Fairview is a town in Cullman County, Alabama, United States. As of the 2020 census, Fairview had a population of 543. It incorporated in 1968.

==History==

Settled in the 1840s, what is now Fairview was originally known as "Lawrence Chapel." The town began using its current name, after a local Methodist church, in the 1890s. By the early 1900s, the town was home to several mills and a popular resort hotel. The first high school was completed in 1923.

==Geography==
Fairview is located in northeastern Cullman County. It lies along State Route 69 between Cullman to the west and Arab to the east.

According to the U.S. Census Bureau, the town has a total area of 7.1 km2, of which 0.04 km2, or 0.57%, is water.

==Demographics==

As of the census of 2000, there were 522 people, 188 households, and 144 families residing in the town. The population density was 212.1 PD/sqmi. There were 198 housing units at an average density of 80.4 /sqmi. The racial makeup of the town was 86.59% White, 0.77% Native American, 0.19% Asian, 7.28% from other races, and 5.17% from two or more races. 16.28% of the population were Hispanic or Latino of any race.

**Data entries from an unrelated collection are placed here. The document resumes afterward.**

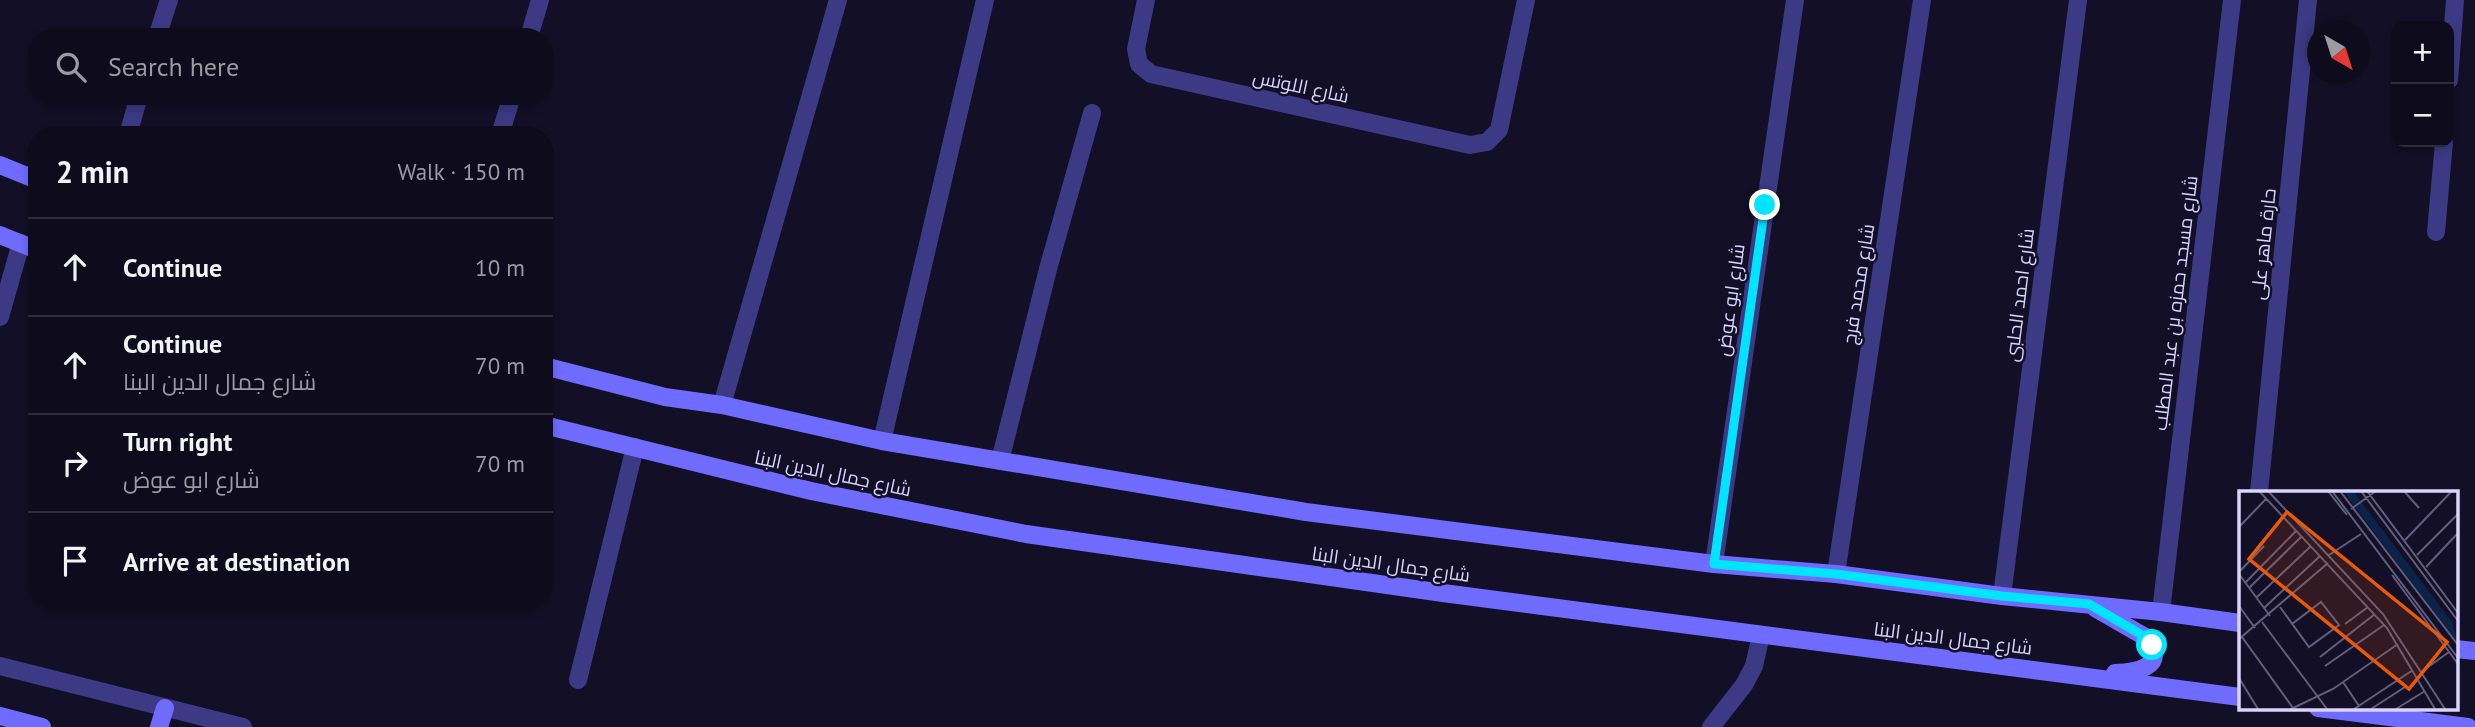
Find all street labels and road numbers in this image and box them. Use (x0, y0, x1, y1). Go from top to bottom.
street label: شارع اللوتس (1250, 64, 1351, 110)
street label: شارع مسجد حمزه بن عبد المطلب (2147, 174, 2205, 432)
street label: حارة ماهر على (2245, 187, 2281, 301)
street label: شارع محمد فرج (1837, 222, 1881, 346)
street label: شارع احمد الحلبى (1999, 227, 2041, 363)
street label: شارع ابو عوض (1710, 242, 1752, 358)
street label: شارع جمال الدين البنا (752, 445, 914, 503)
street label: شارع جمال الدين البنا (1310, 541, 1472, 589)
street label: شارع جمال الدين البنا (1872, 616, 2034, 662)

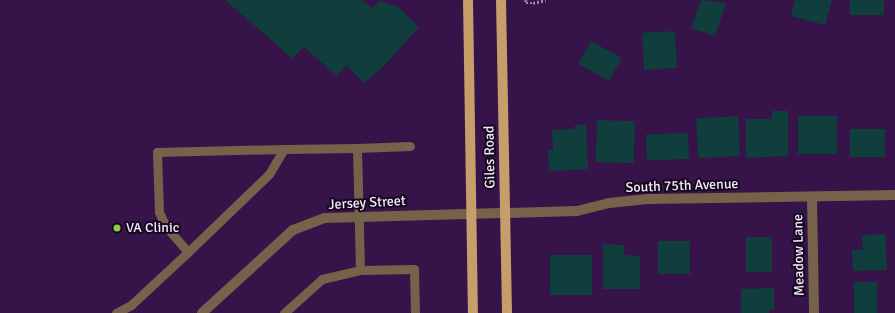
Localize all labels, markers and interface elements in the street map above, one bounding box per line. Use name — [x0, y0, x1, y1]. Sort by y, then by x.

There were 188 households, out of which 36.7% had children under the age of 18 living with them, 57.4% were married couples living together, 8.0% had a female householder with no husband present, and 23.4% were non-families. 20.7% of all households were made up of individuals, and 11.7% had someone living alone who was 65 years of age or older. The average household size was 2.78 and the average family size was 3.06.

In the town, the population was spread out, with 23.4% under the age of 18, 13.8% from 18 to 24, 30.5% from 25 to 44, 17.6% from 45 to 64, and 14.8% who were 65 years of age or older. The median age was 33 years. For every 100 females, there were 125.0 males. For every 100 females age 18 and over, there were 126.0 males.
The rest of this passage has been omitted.